Image d'illustration lors du démantèlement d'un camp du nord de Paris, en janvier 2019. Crédit : Reuters
Image d'illustration lors du démantèlement d'un camp du nord de Paris, en janvier 2019. Crédit : Reuters

La mairie de Paris a annoncé lundi l’ouverture en juin de la maison des réfugiés. Un lieu nouveau, ouvert à tous, qui abritera des ateliers informatiques ou de conversation, une bibliothèque… L'endroit en revanche ne propose pas d'hébergement.

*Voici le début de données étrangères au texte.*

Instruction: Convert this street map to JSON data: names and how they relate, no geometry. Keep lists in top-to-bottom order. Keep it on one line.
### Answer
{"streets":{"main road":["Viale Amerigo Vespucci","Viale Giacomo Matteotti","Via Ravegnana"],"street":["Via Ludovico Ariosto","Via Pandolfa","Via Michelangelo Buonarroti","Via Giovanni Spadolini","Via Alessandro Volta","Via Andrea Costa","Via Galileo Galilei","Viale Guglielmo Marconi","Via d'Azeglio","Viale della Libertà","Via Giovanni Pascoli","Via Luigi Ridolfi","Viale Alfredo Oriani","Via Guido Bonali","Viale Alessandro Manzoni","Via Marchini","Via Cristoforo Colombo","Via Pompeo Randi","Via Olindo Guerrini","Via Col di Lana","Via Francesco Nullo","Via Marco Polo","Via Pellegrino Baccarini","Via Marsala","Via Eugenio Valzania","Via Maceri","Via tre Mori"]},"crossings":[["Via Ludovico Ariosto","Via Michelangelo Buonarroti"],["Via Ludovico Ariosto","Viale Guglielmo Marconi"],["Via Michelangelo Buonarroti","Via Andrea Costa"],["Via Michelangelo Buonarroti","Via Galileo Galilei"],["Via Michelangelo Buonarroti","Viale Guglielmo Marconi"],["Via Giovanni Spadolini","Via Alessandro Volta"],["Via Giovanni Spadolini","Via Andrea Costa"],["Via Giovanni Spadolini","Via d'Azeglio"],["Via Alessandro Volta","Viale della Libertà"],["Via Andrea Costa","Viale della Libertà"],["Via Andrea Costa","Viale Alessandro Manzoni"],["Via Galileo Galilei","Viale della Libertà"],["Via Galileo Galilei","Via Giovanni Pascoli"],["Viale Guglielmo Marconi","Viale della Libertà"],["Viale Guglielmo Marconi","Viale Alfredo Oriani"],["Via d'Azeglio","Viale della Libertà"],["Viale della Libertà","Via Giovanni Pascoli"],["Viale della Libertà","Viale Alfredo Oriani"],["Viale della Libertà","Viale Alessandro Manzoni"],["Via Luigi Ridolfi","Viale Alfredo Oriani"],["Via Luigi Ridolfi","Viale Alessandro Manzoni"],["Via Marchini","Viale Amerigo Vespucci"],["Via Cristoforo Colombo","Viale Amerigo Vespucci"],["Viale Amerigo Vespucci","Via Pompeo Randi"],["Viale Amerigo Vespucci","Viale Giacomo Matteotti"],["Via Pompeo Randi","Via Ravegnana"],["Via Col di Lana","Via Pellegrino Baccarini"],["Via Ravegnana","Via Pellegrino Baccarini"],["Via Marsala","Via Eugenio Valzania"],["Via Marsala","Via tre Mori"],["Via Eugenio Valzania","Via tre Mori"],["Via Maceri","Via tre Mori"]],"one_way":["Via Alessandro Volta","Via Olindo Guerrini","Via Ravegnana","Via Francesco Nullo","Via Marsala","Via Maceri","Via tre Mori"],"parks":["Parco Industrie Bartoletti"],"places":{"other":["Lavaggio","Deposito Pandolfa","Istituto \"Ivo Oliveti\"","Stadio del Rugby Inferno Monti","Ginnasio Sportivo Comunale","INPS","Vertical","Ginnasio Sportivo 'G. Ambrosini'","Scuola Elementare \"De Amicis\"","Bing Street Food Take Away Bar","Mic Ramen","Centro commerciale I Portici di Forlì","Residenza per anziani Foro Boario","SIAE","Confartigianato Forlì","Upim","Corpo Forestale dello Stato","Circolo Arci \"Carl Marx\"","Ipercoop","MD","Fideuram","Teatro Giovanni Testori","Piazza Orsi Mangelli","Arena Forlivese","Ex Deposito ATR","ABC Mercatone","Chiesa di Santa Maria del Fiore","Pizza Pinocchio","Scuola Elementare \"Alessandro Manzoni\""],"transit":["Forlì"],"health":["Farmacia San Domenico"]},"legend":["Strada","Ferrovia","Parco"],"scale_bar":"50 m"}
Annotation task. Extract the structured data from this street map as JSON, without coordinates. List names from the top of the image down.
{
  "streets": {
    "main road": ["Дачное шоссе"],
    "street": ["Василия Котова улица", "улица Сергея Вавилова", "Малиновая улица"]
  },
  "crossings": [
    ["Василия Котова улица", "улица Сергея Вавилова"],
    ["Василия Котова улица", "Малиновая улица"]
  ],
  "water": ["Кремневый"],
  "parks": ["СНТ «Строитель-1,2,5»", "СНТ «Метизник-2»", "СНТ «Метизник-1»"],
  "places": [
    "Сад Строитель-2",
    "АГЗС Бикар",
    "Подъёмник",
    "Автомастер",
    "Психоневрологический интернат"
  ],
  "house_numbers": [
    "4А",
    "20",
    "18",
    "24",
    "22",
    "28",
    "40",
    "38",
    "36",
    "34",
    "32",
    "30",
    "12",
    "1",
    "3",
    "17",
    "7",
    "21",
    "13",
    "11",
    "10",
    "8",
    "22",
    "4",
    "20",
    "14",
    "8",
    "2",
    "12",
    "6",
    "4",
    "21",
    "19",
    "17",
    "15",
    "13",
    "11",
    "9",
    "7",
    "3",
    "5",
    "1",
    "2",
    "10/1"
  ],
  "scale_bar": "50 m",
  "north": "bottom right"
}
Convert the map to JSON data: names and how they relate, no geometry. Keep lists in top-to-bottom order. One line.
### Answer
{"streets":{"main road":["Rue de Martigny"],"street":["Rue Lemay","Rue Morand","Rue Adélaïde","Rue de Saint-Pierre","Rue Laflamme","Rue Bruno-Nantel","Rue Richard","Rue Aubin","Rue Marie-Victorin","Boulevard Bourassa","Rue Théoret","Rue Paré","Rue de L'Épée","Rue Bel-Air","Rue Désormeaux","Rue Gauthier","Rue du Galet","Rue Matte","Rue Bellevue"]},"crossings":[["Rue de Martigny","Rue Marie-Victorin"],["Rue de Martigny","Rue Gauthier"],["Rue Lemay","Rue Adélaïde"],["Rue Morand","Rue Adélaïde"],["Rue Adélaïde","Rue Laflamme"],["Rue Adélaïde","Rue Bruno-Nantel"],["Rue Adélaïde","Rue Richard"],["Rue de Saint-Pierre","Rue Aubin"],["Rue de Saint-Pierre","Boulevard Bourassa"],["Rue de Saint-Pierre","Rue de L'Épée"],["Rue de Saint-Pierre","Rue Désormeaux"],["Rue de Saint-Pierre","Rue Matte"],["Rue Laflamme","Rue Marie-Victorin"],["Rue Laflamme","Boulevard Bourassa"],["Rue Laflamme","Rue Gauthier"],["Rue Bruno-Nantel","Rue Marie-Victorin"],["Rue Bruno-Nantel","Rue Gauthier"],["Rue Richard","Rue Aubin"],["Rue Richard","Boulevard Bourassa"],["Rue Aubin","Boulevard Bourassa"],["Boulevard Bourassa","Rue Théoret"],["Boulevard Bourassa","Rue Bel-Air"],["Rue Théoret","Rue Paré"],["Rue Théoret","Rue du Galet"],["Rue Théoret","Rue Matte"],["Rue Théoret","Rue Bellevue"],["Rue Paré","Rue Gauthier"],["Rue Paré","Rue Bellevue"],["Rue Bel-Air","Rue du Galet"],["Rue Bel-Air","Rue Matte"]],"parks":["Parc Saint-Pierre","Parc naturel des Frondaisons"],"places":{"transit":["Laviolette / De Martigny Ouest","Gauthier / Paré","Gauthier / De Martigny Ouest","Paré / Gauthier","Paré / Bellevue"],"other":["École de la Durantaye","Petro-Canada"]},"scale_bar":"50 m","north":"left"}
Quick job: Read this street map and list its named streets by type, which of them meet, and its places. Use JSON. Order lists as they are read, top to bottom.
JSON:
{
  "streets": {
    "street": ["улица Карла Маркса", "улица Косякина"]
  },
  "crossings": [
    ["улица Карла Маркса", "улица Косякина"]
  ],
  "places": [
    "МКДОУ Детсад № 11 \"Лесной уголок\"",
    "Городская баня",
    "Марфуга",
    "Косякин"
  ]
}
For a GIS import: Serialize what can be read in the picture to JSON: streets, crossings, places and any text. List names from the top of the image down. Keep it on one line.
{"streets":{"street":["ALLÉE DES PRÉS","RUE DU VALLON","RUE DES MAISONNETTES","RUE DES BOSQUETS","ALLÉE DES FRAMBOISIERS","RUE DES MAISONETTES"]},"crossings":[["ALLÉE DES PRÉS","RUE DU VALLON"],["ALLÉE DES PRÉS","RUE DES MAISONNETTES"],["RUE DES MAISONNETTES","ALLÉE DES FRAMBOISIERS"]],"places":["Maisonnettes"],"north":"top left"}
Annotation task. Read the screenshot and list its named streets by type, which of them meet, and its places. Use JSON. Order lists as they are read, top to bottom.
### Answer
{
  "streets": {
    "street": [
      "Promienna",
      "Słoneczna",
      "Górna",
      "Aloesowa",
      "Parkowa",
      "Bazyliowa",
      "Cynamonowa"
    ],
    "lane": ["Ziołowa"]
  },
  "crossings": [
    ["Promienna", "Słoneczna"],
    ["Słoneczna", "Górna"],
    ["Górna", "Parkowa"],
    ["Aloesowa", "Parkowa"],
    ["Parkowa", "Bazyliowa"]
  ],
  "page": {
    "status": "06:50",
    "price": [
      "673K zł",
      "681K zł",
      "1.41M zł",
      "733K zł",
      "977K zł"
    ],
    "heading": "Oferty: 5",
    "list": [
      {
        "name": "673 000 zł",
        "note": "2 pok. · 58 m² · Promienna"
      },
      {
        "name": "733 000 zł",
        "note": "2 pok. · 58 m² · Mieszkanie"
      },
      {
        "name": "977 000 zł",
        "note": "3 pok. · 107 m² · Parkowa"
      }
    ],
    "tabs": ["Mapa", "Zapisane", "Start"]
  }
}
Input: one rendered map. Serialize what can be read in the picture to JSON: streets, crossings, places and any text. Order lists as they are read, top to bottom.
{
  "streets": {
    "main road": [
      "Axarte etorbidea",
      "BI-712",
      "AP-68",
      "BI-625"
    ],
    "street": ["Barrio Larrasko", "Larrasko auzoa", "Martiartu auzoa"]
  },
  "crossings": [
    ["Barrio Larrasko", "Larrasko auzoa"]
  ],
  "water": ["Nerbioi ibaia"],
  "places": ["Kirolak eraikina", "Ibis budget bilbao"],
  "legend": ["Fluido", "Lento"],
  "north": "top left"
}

C’était une volonté de la maire de Paris depuis des mois. Annoncée l’an dernier, la "maison des réfugiés" va finalement ouvrir ses portes en juin.

Ce nouveau centre veut "symboliser la volonté de Paris de se marquer comme une ville refuge" et être un "lieu de référence" où les migrants reçoivent un "accueil de qualité", a déclaré lundi 15 avril Dominique Versini, adjointe à la solidarité de la maire de Paris, lors d’une réunion publique.

La structure va dans un premier temps voir le jour dans le 14e arrondissement de la capitale. Elle sera installée au rez-de-chaussée d’un centre d’hébergement d’urgence réservé aux familles. D’une superficie de 800 mètres carré, l’espace accueillera notamment un café, des ateliers informatiques, une bibliothèque en plusieurs langues et des ateliers de conversation.

Emmaüs solidarité prendra en charge la gestion des lieux avec Singa, association spécialisée dans l’hébergement et l’emploi des réfugiés. C’était déjà Emmaüs solidarité qui était responsable du centre humanitaire de premier accueil (CPA) ouvert pour les migrants de 2016 à 2018 porte de la Chapelle. "Nous accueillerons tout le monde, peu importe le statut administratif des migrants", précise à InfoMigrants Bruno Morel, directeur d’Emmaüs solidarité.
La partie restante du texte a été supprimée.